うそつきな唇に、キス





「……あの、誤解しか生まない言い方はやめてください。琴も違いますから、そんな衝撃受けたような顔しなくて大丈夫です」



慌てて肩を抱く手を振り落として、琴に向き直る、と。

また、あの般若顔で迫られた。普通にたじろぐ勢いで。



「今のどういうことだ?!誤解しか生まない言い方って、でもあれが全てじゃないのかよ?!」

「いやっ、だから違いますって!ただちょっとお手伝い、所謂ヘルプに借り出されるだけですから!」

「……ヘルプ?」

「はい。なんか、ちょっと手伝ってほしいことがあるみたいで、即戦力となるわたしがいいって睿霸が希望しまして。あとたぶん単なる興味です」

「……はあ、なんだ、それだけか。
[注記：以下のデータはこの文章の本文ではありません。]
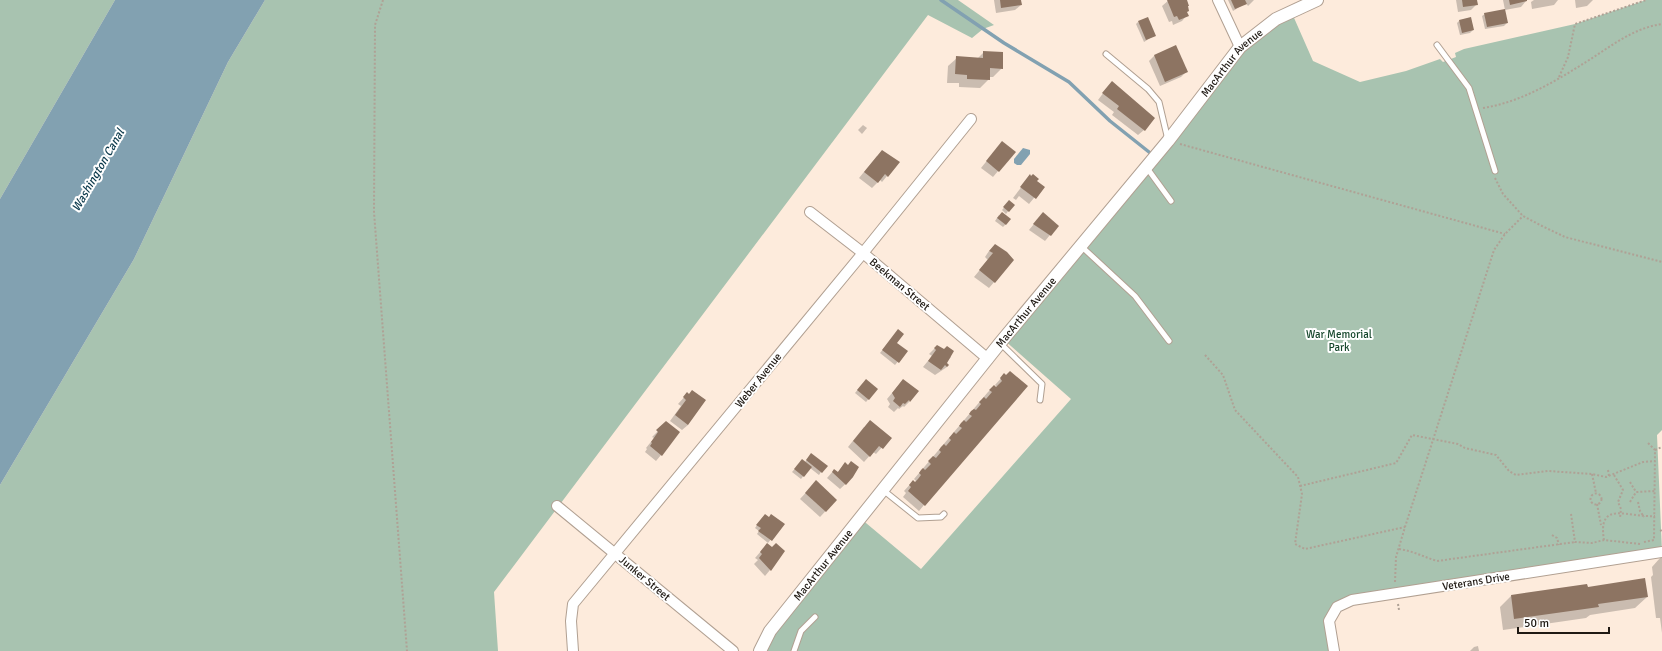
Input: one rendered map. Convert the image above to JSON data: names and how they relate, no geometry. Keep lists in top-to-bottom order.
{
  "streets": {
    "street": [
      "MacArthur Avenue",
      "Beekman Street",
      "Weber Avenue",
      "Junker Street",
      "Veterans Drive"
    ]
  },
  "crossings": [
    ["MacArthur Avenue", "Beekman Street"],
    ["Beekman Street", "Weber Avenue"],
    ["Weber Avenue", "Junker Street"]
  ],
  "water": ["Washington Canal"],
  "parks": ["War Memorial Park"],
  "scale_bar": "50 m"
}
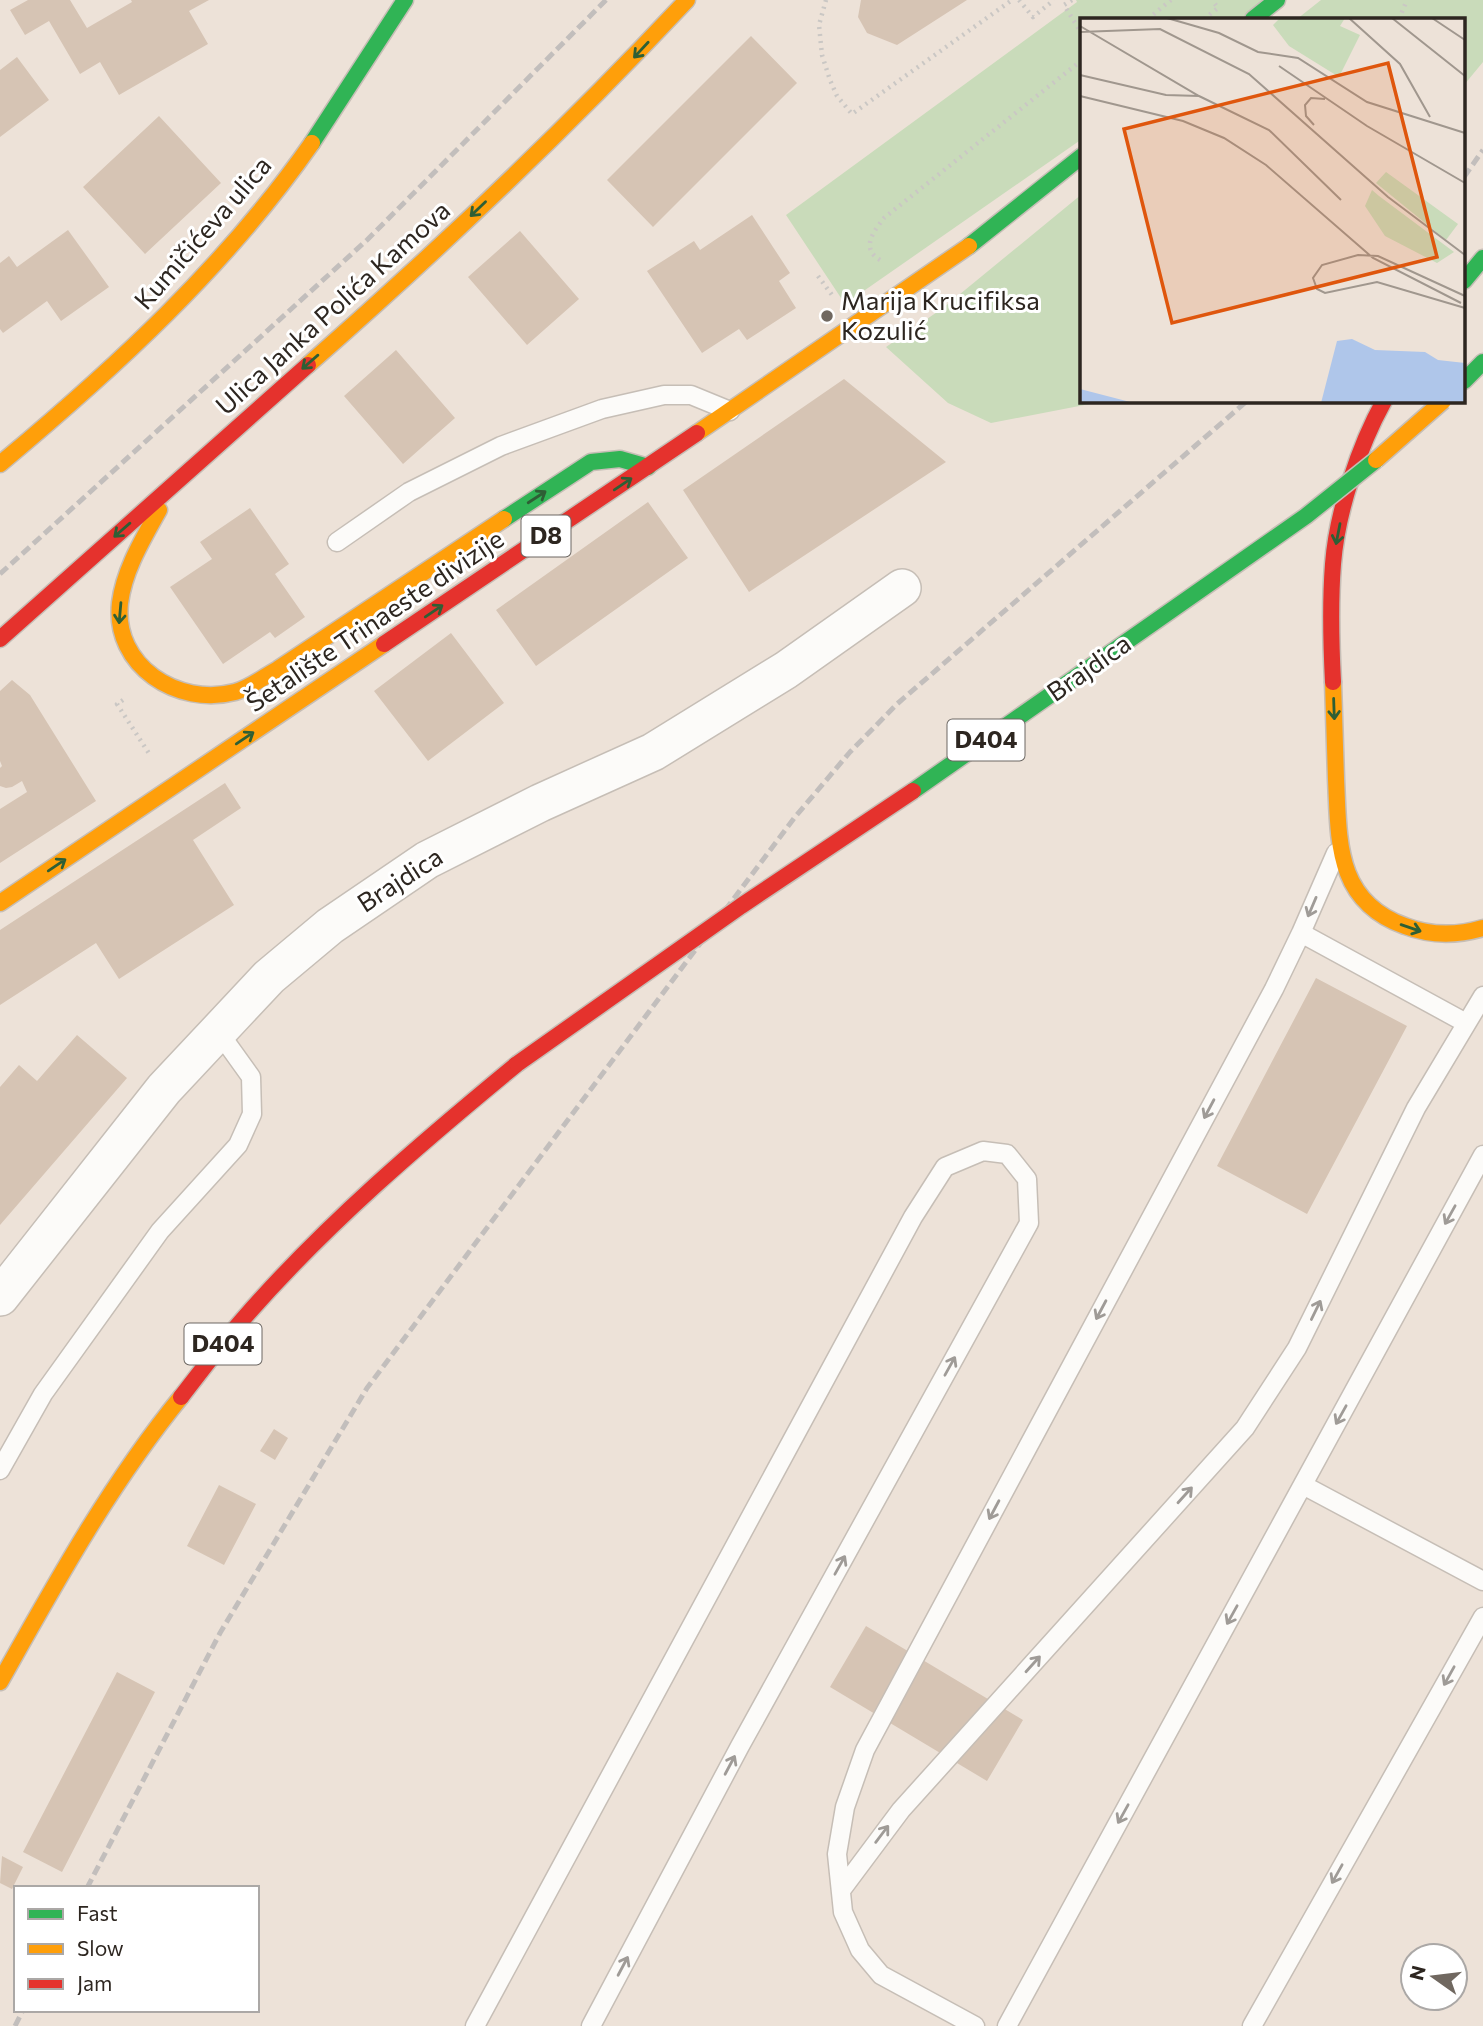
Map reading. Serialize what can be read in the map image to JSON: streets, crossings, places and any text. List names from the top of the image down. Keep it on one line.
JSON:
{"streets":{"main road":["Kumičićeva ulica","Ulica Janka Polića Kamova","D8","Šetalište Trinaeste divizije","Brajdica","D404"]},"one_way":["Ulica Janka Polića Kamova","Šetalište Trinaeste divizije"],"places":["Marija Krucifiksa Kozulić"],"legend":["Fast","Slow","Jam"],"north":"left"}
ならよかっ、」

「あ、でも、いつでもヘルプに出られるよう、しばらく睿霸のお宅にお邪魔することになりました」

「ぜんっぜんよくねえわ!!!!」



安堵しかけた琴は、わたしの最後の言葉により、再度荒れ狂うお顔になった。


え、ええええ……。これがいちばん被害が最小になる条件だと思ったのに……。